The backend is selected automatically — `postgresql://` in `DATABASE_URL` → Postgres + pgvector, anything else → SQLite.

**macOS**
```bash
brew install postgresql@16 pgvector && brew services start postgresql@16
createdb yourmemory
```

**Ubuntu / Debian**
```bash
sudo apt install postgresql postgresql-contrib postgresql-16-pgvector
createdb yourmemory
```

> **One-liner setup script** (macOS/Linux): `bash scripts/setup_db.sh` handles install + DB creation automatically.

---

## MCP Tools

| Tool | When to call |
|------|-------------|
| `recall_memory` | Start of every task — surface relevant context |
| `store_memory` | After learning a new preference, fact, failure, or strategy |
| `update_memory` | When a recalled memory is outdated or needs merging |

`store_memory` accepts an optional `category` parameter to control decay rate:

```python
# Failure — decays in ~11 days (environment changes fast)
store_memory(
    content="OAuth for client X fails — redirect URI must be app.example.com",
    importance=0.6,
    category="failure"
)

# Strategy — decays in ~38 days (successful patterns stay relevant)
store_memory(
    content="Cursor pagination fixed the 30s timeout on large user queries",
    importance=0.7,
    category="strategy"
)
```

### Example session

```
User: "I prefer tabs over spaces in all my Python projects"

Claude:
  → recall_memory("tabs spaces Python preferences")   # nothing found
  → store_memory("Sachit prefers tabs over spaces in Python", importance=0.9, category="fact")

Next session:
  → recall_memory("Python formatting")
  ← {"content": "Sachit prefers tabs over spaces in Python", "strength": 0.87}
  → Claude now knows without being told again
```

---

## Decay Job

Runs automatically every 24 hours on startup — no cron needed.
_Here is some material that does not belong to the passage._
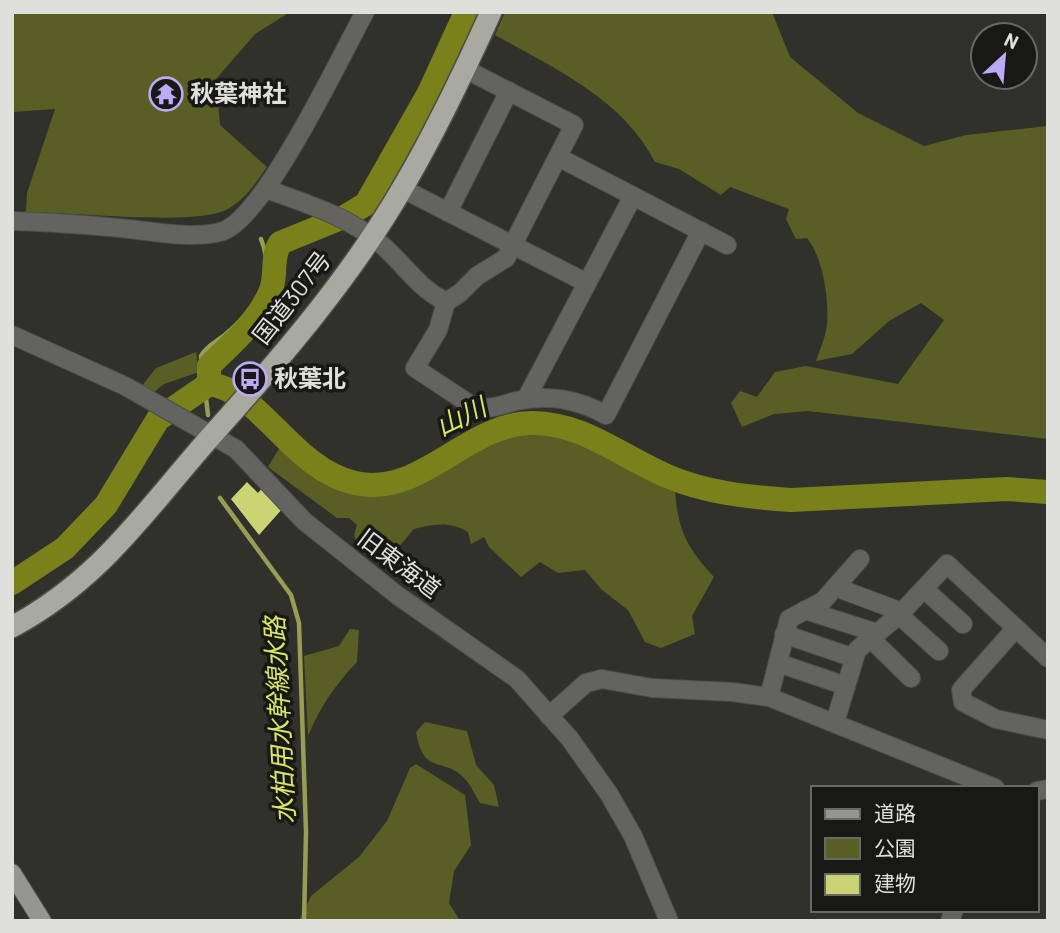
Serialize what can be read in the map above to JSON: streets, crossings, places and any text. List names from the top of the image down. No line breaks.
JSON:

Memories below strength `0.05` are pruned.

---

## REST API

```bash
# Store
curl -X POST http://localhost:8000/memories \
  -H "Content-Type: application/json" \
  -d '{"userId":"u1","content":"Prefers dark mode","importance":0.8}'

# Retrieve
curl -X POST http://localhost:8000/retrieve \
  -H "Content-Type: application/json" \
  -d '{"userId":"u1","query":"UI preferences"}'

# List all
curl "http://localhost:8000/memories?userId=u1"

# Update
curl -X PUT http://localhost:8000/memories/42 \
  -H "Content-Type: application/json" \
  -d '{"content":"Prefers dark mode in all apps","importance":0.85}'

# Delete
curl -X DELETE http://localhost:8000/memories/42
```

---

## Stack

- **PostgreSQL + pgvector** — vector similarity search
- **sentence-transformers** — local embeddings (`all-mpnet-base-v2`, 768 dims, no external service needed)
- **FastAPI** — REST server
- **APScheduler** — automatic 24h decay job
- **MCP** — Claude integration via Model Context Protocol

---

## Architecture

```
Claude Code
    │
    ├── recall_memory(query)
    │       └── embed → cosine similarity → score = sim × strength → top-k
    │
    ├── store_memory(content, importance, category?)
    │       └── is_question? → reject
    │           category: fact | assumption | failure | strategy
    │           embed() → INSERT memories
    │
    └── update_memory(id, new_content)
            └── embed(new_content) → UPDATE memories

PostgreSQL (pgvector)
    └── memories
        ├── embedding vector(768)
        ├── importance float
        ├── recall_count int
        └── last_accessed_at
```

---

## Dataset Reference

Benchmarks use the [LoCoMo](https://github.com/snap-research/locomo) dataset by Snap Research — a public long-context memory benchmark for multi-session dialogue.

> Maharana et al. (2024). *LoCoMo: Long Context Multimodal Benchmark for Dialogue.* Snap Research.

---

## License

Copyright (c) 2026 **Sachit Misra**. All rights reserved.

All source code, algorithms, scoring formulas, data structures, and associated documentation in this repository are the exclusive intellectual property of Sachit Misra.

**Non-commercial use only.** Personal, educational, and research use is permitted with attribution. Commercial use — including incorporation into products, SaaS offerings, or revenue-generating services — requires prior written consent.

For commercial licensing: mishrasachit1@gmail.com

See [LICENSE](LICENSE) for full terms.